The tooltip requires a few calculations to display as desired. Create a calculation for the absolute value of the Variance, and a corresponding calculation that based on if the variance is positive or negative, assign text of more or less.

Variance (TT)

ABS([Total Quantity Inclusive of Manufacturer]-[Selected Quantity])

Variance Qualifier (TT)

IF [Variance]>0 THEN ‘more’ ELSEIF [Variance]<=0 THEN ‘less’ END

Bring both of these new calculations to the tooltip and create the text to align. Since these calculations are based off Variance, a table calculation, you must also set the scope/direction for these fields. Adjust the compute using to be based off both the Sub-Category and Selected Sub-Category for both of these calculations.

Add Animations

With version 2020.1, Tableau added animations. These animations can be turned on or off for each workbook or each view and animate any changes to the visualizations. To turn on animations, access the animations options from the Format –> Animations menu. From here, you can turn on the default for the entire workbook, the speed of the animations, and the style (either sequential or simultaneous). You can also change the settings for each selected sheet independently.

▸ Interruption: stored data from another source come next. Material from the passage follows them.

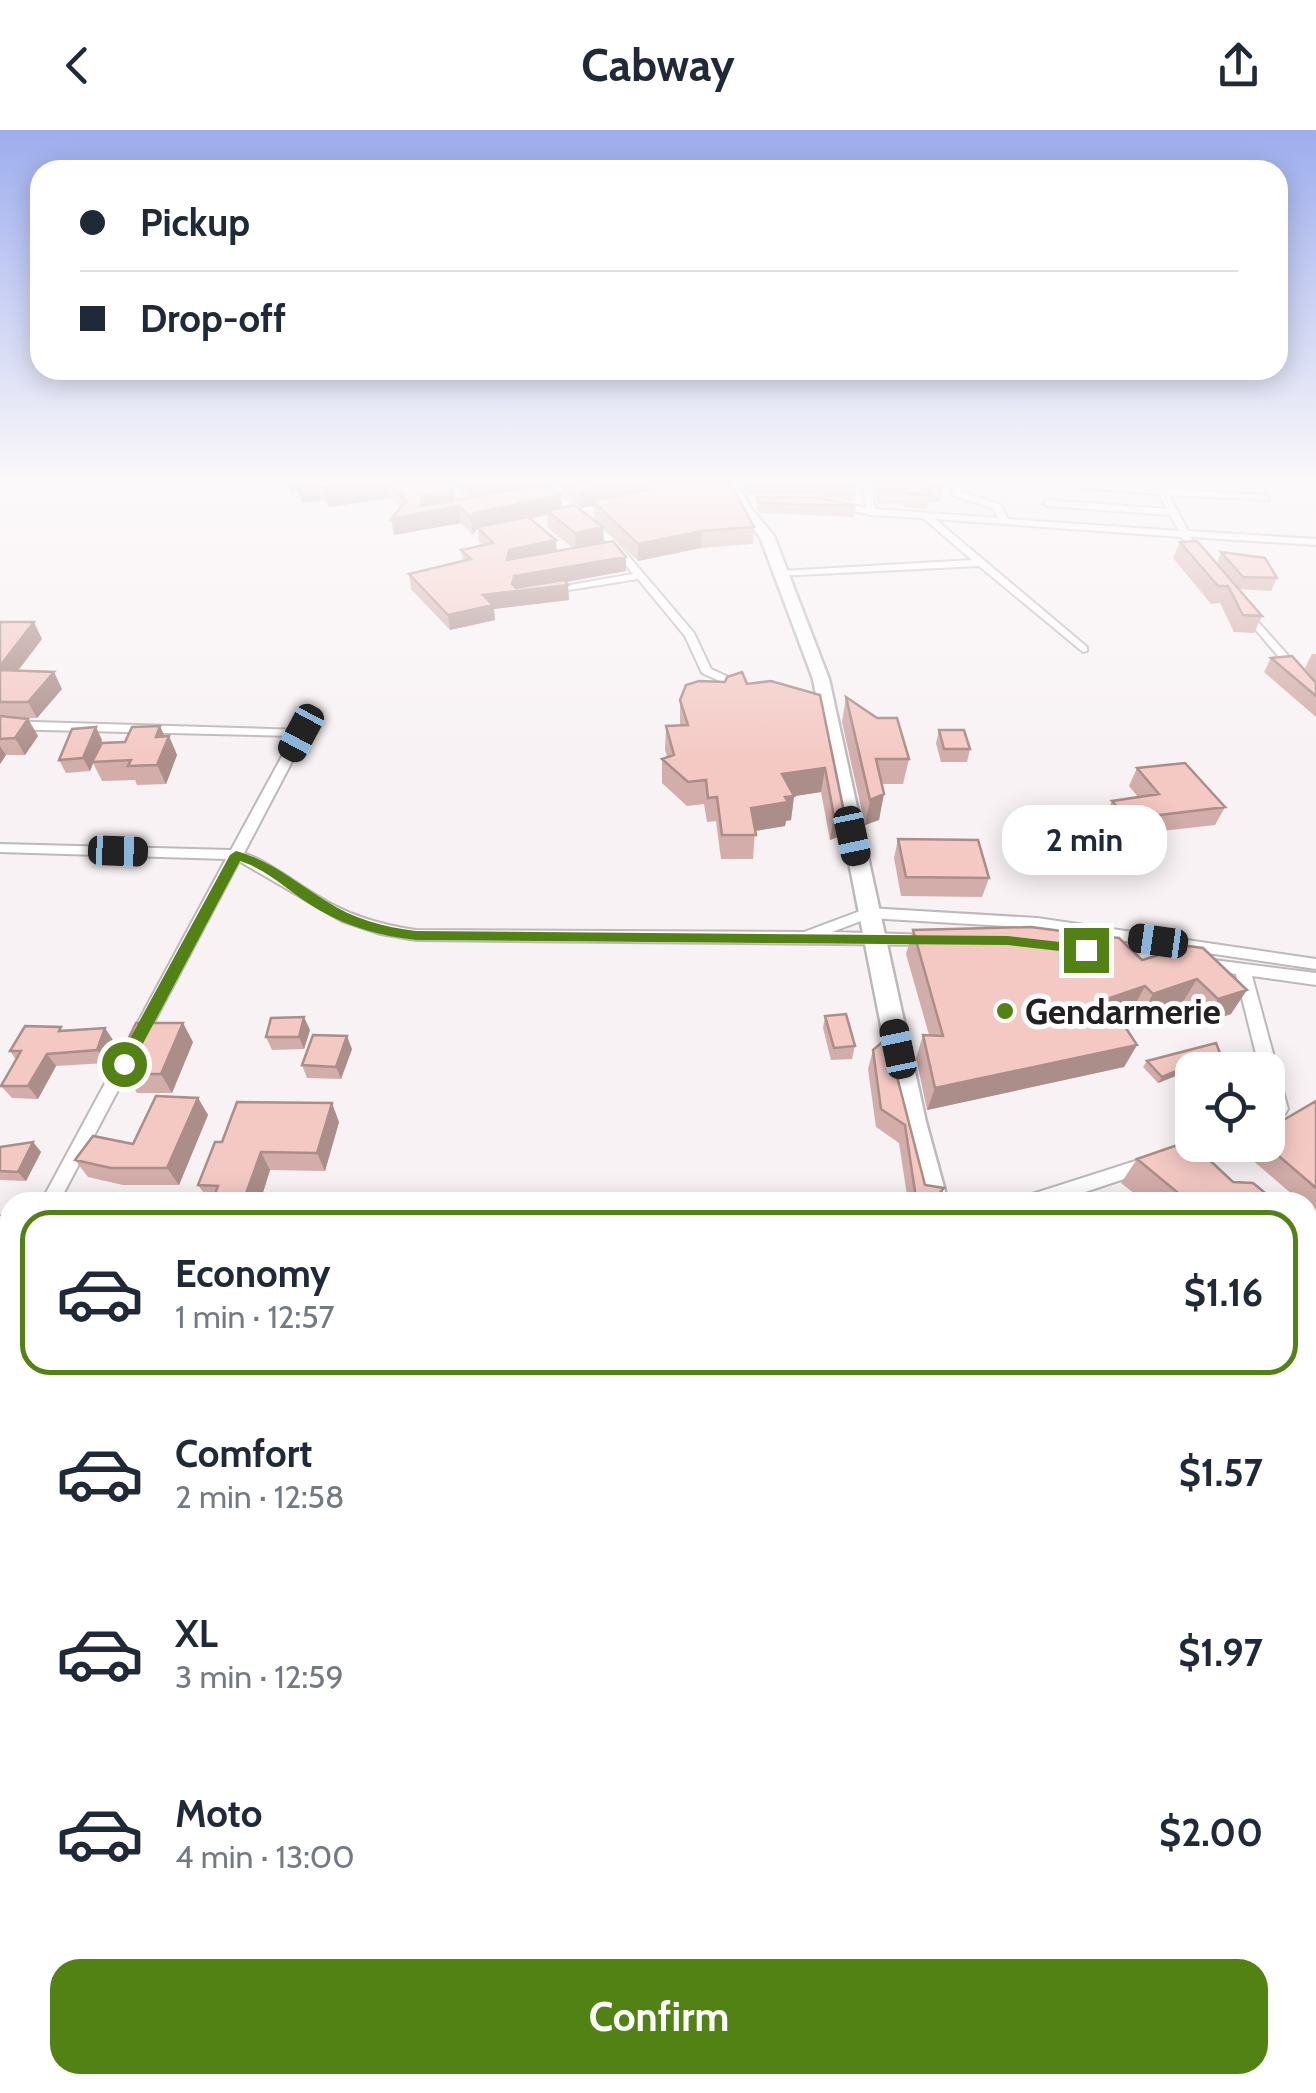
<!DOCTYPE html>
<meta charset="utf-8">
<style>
body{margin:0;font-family:Cabin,sans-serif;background:#f2f2f3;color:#1f2937;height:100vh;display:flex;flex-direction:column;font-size:38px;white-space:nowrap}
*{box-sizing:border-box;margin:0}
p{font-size:32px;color:#747a83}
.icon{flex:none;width:55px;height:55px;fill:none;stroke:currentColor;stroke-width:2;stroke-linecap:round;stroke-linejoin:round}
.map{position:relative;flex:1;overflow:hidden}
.side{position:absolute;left:0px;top:1062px;width:1318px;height:902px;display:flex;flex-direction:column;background:#fff;border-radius:30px 30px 0 0;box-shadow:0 5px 25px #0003}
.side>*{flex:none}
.top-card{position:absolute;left:30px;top:30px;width:1258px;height:220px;border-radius:30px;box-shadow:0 5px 25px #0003;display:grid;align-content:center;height:220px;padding:0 50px;background:#fff}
.buttons{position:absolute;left:1175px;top:922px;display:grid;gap:20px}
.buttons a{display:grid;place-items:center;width:110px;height:110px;border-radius:20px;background:#fff;box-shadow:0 5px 25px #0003;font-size:50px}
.end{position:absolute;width:45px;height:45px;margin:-22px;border:12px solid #518213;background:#fff;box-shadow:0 0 0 5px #fff}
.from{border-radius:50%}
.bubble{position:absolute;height:70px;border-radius:30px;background:#fff;box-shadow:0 5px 25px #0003;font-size:32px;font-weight:700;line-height:70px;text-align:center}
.car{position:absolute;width:30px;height:60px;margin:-30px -15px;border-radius:12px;box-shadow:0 0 8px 2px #0007;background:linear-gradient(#222 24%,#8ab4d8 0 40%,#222 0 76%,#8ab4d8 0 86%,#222 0)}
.top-card b{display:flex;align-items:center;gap:35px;height:95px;font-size:38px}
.top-card b+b{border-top:2px solid #e0e1e3}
.top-card i{width:25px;height:25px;background:#1f2937}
ul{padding:18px 0 0;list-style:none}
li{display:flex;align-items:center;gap:30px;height:165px;margin:0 20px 15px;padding:0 30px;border:5px solid transparent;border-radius:30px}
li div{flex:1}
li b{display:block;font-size:38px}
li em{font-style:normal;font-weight:700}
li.on{border-color:#518213}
li>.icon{width:90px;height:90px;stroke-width:1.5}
.action{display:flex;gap:20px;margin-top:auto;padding:20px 50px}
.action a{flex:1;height:115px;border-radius:30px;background:#518213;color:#fff;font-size:40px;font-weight:700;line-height:115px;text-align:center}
header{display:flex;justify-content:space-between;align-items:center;height:130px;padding:0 50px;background:#fff;font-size:45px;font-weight:700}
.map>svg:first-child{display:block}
</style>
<header><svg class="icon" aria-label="back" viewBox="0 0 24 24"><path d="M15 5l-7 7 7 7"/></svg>Cabway<svg class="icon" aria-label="share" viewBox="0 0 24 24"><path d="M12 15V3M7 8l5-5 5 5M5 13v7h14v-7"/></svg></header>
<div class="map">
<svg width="1316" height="1963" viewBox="0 0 1316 1963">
<rect width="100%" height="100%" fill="#f8f2f4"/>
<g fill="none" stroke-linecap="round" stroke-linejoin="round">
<g stroke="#beb8ba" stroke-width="4">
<path id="street" d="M534 353H544L614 409 694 503 711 539 750 557V561H742L702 543 685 506 638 449 543 464 542 462 547 459 633 444 608 413Z
M862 353H870L875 379 998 388 994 379 953 365 951 353H959L960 361 1001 375 1008 389 1179 401 1170 385 1048 376 1043 373 1048 370 1167 379 1159 364 1024 353 1156 358 1154 353H1163L1166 359 1266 365 1269 370 1169 365 1188 401 1316 409V415L1191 407 1193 412 1188 415 1181 407 935 389 1087 517V521L1083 522 979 436 778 446V442L782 441 972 430 923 388 871 385 832 376V372L835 371 866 378Z
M1243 475 1316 557V568L1312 566 1239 480V476Z
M0 591 305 600 307 603 244 723C272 734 294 752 319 767 349 786 381 795 416 800L804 802 868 778 1037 788 1316 829V839L1037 798 869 788 832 802 933 805 941 810 933 815 416 810 381 804 342 791 239 731 59 1072H41L226 729 0 722V714L231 720 293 606 0 599Z
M1049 810 1172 825 1180 830 1172 835 1044 819 1041 815 1044 811Z
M1198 828 1316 843V855L1252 846 1288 979 1285 984 1268 991V940H1260L1236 844 1193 837 1190 833Z
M1151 1026 1157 1028 1160 1033 1157 1038 1055 1072H1024L1026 1066Z
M0 1086 10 1087V1103L0 1102Z
M10 1140V1170L7 1175 0 1178V1149L3 1143Z
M1316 1242V1263L1308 1266V1245Z
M0 1390 10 1391V1415L0 1414Z"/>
</g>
<g stroke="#beb8ba" stroke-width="5">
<path id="secondary" d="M725 353H737L750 377 774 406 829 549 926 992 948 1072H922L900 992 813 549 760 407 737 378Z
M1308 1744 1316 1747V1796L1308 1793Z"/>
</g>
<use href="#street" fill="#fff" fill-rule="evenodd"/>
<use href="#secondary" fill="#fff" fill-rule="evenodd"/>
</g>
<path fill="#d2ada9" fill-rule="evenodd" d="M284 353H319L322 357H331L327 353H450L455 370 468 368 457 356V353H535V356L562 377 601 396 594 388 593 376 581 378 562 363V353H730L754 397 753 414 701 418 638 431 603 398 604 413 626 427V441L566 452 568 455 569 470 494 479 495 490 450 500 411 459 409 444 463 431 461 420 483 415 479 412 478 399 473 405 461 393 394 405 400 378 390 368 329 377 322 370 302 373 296 361 291 362ZM547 385 548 398 573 418 556 421 530 388Z
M741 353H857L855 372 820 365 747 364Z
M876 353H940L943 357 940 372H928L927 379 904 377 902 373 878 374 875 359Z
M756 367 856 376 854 387 760 383 756 378Z
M1180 412 1217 434 1221 422 1277 448 1271 461 1239 459 1262 486 1254 503 1234 502 1220 473 1211 474 1173 428Z
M0 492 42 509 18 541 62 559 37 588H21L28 589 38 606 25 625H6L0 634Z
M1312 524H1316V552L1305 538Z
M1271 528 1316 566V587L1264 542Z
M747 554 820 565 844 682 840 706 830 710 821 662 794 666 791 690 786 691 785 696 755 701 753 729H721L716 691 707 692 704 674 687 676 662 653V629L667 627 665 620 666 596 680 595V570Z
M846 567 909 629 903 654H882L879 690 865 695 842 592Z
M939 600 970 619 967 632H941L936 613Z
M169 606 177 625 166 654 137 655 135 650 102 651 93 633 90 641 66 643 59 630 102 610 97 623 125 612Z
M1137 638 1225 677 1215 695 1153 702 1149 711 1126 715 1104 689 1112 671 1138 667 1129 656Z
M898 709 989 748 982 767 901 766 894 728Z
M913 800 1073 819 1142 830 1188 816 1231 884 1204 893 1183 872 1140 887 1133 879 1117 885 1137 915 1124 937 927 980 916 928 923 905H929L906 824Z
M825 886 855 916 852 929 831 930 823 898Z
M310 900 304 919 272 920 266 907Z
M64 901 113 910 106 933 56 936 38 969 12 968 1 956 16 930 10 921Z
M887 908 925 1055 938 1072H908L899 1013 876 997 868 939 873 920Z
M193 912 172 963H137L118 931Z
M352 919 341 949 307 948 302 935Z
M1220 923 1216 930 1158 953 1143 937 1147 931Z
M198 968 208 985 179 1055H123L88 1047 75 1030 133 1014Z
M1316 971V1085L1308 1078V1072H1301L1243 1022 1249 1015H1268Z
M339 992 325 1041 270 1040 260 1072H210L198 1055 222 1012Z
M33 1012 41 1022 26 1051 0 1050V1017Z
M1137 1029 1233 1052 1276 1072H1145L1121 1053Z
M1308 1104 1316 1112V1168L1308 1170Z
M10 1250V1347L6 1346 0 1362V1323L10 1295 2 1296Z
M0 1406 10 1407V1451L0 1450Z"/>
<path fill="#ab8d89" d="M289 353H295L296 361 291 362Z
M374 353H387L390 368 329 377 325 361Z
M485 353H535V360L472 373 470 356Z
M629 353H650V366L593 371V376L581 378 580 361Z
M318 354 322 370 302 373 298 357Z
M454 360 456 376H459L461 393 394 405 391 389 421 376 422 366Z
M561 365 562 382 547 381V385L476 399 473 405 471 388 474 383Z
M603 397 604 415 576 421 575 403Z
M702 401 701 418 638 431V414Z
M556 410 557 425 507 430 509 420Z
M626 427V441L523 460 568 455 569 470 494 479 495 490 450 500 448 485 483 465 512 454 514 446Z
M34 492 42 509 6 556 0 545V536Z
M54 542 62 559 37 588 28 572Z
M28 589 38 606 25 625 15 608Z
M160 596 167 611 169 606 177 625 166 654 157 635 156 607Z
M96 597 102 610 90 641 83 628Z
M0 616 6 625 0 634Z
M825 638 821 662 789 667 794 666 791 690 786 691 785 696 749 702 751 678 782 644Z
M884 664 879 690 865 695 870 670Z
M844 682 840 706 830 710 834 686Z
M1158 693 1149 711 1126 715 1134 696Z
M1197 849 1183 872 1140 887 1153 864Z
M1145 856 1133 879 1095 892 1107 869Z
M1247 860 1231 884 1204 893 1218 869Z
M304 887 310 900 304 919 299 907Z
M183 893 193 912 172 963 161 944Z
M105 898 113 910 106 933 97 920Z
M347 906 352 919 341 949 336 937Z
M1137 915 1124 937 927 980 935 958Z
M1220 923 1216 930 1158 953 1162 947Z
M47 924 56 936 38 969 28 956Z
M198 968 208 985 179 1055 167 1038Z
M332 973 339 992 325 1041 317 1023Z
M33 1012 41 1022 26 1051 18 1042Z
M261 1022 270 1040 260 1072H244Z
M944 1058 938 1072H933L935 1068Z
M10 1283V1295L2 1296 0 1295V1285Z
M0 1343 6 1346 0 1362Z
M0 1492 10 1496 0 1526Z
M10 1789V1866L0 1868V1820Z"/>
<path fill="#f4c9c4" stroke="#ab8d89" stroke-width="2.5" d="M296 353H319L322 357H334V353H374L325 361 318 354 298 357Z
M389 353H450L454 360 422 366 421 376 547 354 561 365 474 383 471 388 459 376 391 389 406 371Z
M570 353H629L580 361Z
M650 353H730L754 397 702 401 638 414 593 371 649 360Z
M879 353H940L943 357 927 358 930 365 906 363 905 359H880Z
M756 367 821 368 856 376 761 373Z
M574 375 603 397 575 403 547 381Z
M528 387 556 410 509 420 507 430 613 411 626 427 514 446 512 454 516 458 564 450 568 455 483 465 493 475 448 485 409 444 471 429 461 420 493 413 477 397Z
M1197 411 1262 486 1243 485 1228 456H1218L1180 412Z
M1221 422 1265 428 1277 448 1243 447Z
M0 492H34L0 536Z
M1292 526 1316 553V566L1271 528Z
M0 540 54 542 28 572H0Z
M742 542 747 554 771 551 820 565 844 682 834 686 825 638 782 644 794 666 785 667 788 672 751 678 756 705H722L717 667 708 668 706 650 688 652 662 629 674 625 666 596 688 595 680 570 686 555 699 551 725 552 727 547Z
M846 567 877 588H897L909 629H876L884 664 870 670Z
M0 586 28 589 15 608 0 609Z
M160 596 156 607 169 606 157 635 128 636 131 630 92 632 102 613 125 612 132 597Z
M96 597 83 628 59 630 72 599Z
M939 600H964L970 619H944Z
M1185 633 1225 677 1152 686 1158 693 1134 696 1112 671 1159 664 1137 638Z
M898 709 978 710 989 748 906 747Z
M1031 797 1061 801 1073 819 1110 807 1119 808 1142 830 1188 816 1203 818 1247 860 1218 869 1197 849 1153 864 1145 856 1107 869 1137 915 935 958 923 905 943 906 913 800Z
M846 884 855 916 834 918 825 886Z
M304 887 299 907H266L271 888Z
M136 893H183L161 944H124L130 931H118Z
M25 896 61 897 59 901 105 898 97 920 47 924 28 956H1L21 921H10Z
M313 905 347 906 336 937 302 935Z
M887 908 925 1055 944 1058 935 1068H916L905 995 881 979 873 920Z
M1216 913 1220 923 1162 947 1147 931Z
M156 966 198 968 167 1038H111L75 1030 93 1006 133 1014Z
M1316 971V1058L1266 1015H1268V999Z
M237 972 332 973 317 1023 261 1022 243 1072H212L218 1056 198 1055 215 1012H222Z
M1189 1011 1233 1052 1253 1053 1276 1072H1189L1137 1029Z
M33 1012 18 1042 0 1041V1017Z
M1308 1104 1316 1112V1159L1308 1165Z
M10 1250V1283L0 1285V1252Z
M10 1294V1338L0 1339V1323Z
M0 1406 10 1407V1444L0 1443Z
M10 1468V1489H2Z
M0 1694H10V1789L0 1820Z"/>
<linearGradient id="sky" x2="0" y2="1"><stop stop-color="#9dadee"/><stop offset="0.56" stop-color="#fcf9fa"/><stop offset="1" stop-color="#fcf9fa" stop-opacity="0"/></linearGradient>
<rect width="1316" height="628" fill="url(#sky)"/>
<path fill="#518213" d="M236 721C272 731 295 752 326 771 353 789 384 797 416 801L1008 806 1086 815 1094 820 1086 824 1008 815 416 810C382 806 350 798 319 780 291 764 271 741 240 731L130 938H119L116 934 230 725Z"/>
<circle fill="#518213" stroke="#fff" stroke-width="4" cx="1005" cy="881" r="10"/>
<g text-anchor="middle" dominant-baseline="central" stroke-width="10" stroke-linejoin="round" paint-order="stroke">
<g font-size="35" font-weight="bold" fill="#232021" stroke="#fff" text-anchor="start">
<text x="1025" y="881">Gendarmerie</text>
</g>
</g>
</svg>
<div class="buttons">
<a><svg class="icon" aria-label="locate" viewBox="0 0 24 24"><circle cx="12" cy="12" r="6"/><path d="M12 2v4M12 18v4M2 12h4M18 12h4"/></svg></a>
</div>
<i class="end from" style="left:124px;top:934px"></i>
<i class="end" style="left:1086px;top:820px"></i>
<div class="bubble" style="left:1002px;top:675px;width:165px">2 min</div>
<i class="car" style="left:301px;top:603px;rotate:208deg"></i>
<i class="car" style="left:852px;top:706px;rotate:168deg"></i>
<i class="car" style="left:118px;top:721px;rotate:92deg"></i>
<i class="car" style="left:1158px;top:811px;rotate:278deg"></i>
<i class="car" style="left:898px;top:919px;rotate:348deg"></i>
<div class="top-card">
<b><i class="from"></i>Pickup</b>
<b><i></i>Drop-off</b>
</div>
<section class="side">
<ul>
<li class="on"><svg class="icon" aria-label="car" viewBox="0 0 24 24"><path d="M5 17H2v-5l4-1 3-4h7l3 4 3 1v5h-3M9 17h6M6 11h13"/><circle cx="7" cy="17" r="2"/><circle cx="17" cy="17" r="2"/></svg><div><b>Economy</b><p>1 min · 12:57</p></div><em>$1.16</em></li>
<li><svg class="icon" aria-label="car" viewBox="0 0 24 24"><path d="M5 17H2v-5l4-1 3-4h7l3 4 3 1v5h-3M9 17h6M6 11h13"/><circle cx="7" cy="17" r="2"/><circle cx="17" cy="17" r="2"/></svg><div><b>Comfort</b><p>2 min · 12:58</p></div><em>$1.57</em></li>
<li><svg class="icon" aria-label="car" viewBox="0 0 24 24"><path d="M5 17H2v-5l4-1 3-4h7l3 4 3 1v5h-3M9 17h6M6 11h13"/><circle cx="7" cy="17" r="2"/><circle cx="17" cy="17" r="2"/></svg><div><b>XL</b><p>3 min · 12:59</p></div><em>$1.97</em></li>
<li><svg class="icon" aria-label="car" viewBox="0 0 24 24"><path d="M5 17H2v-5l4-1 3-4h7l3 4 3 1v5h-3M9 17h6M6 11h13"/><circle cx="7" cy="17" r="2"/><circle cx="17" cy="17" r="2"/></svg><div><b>Moto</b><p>4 min · 13:00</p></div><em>$2.00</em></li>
</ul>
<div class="action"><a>Confirm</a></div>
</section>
</div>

Upon selecting a subcategory bar, the visualization will use animations to show the change from the prior state to the new state.


This visualization provides a valuable method for comparing any dimension member against others with a slick user interface. I can see many uses for my retail customers to allow for easy analysis across any categorical data. The parameter actions make the selection and resulting changes to the view seamless, and when coupled with animations allow for easier comprehension of how the data changes with each selection. Revisiting the topic of LOD calculations, could we have used a FIXED LOD? Yes. However, since our view already contained one of our dimensions needed for our calculation, using the INCLUDE function just makes sense. If we used that calculation on a different view that did not already have subcategory on it, our resultant values would be different.

Side Note:

For those of you still terrified of LODs…Tableau has been thinking of you. In the upcoming 2021.1 release, Tableau is introducing Quick LODs, allowing users to drag and drop a measure on a dimension to create the LOD calculation.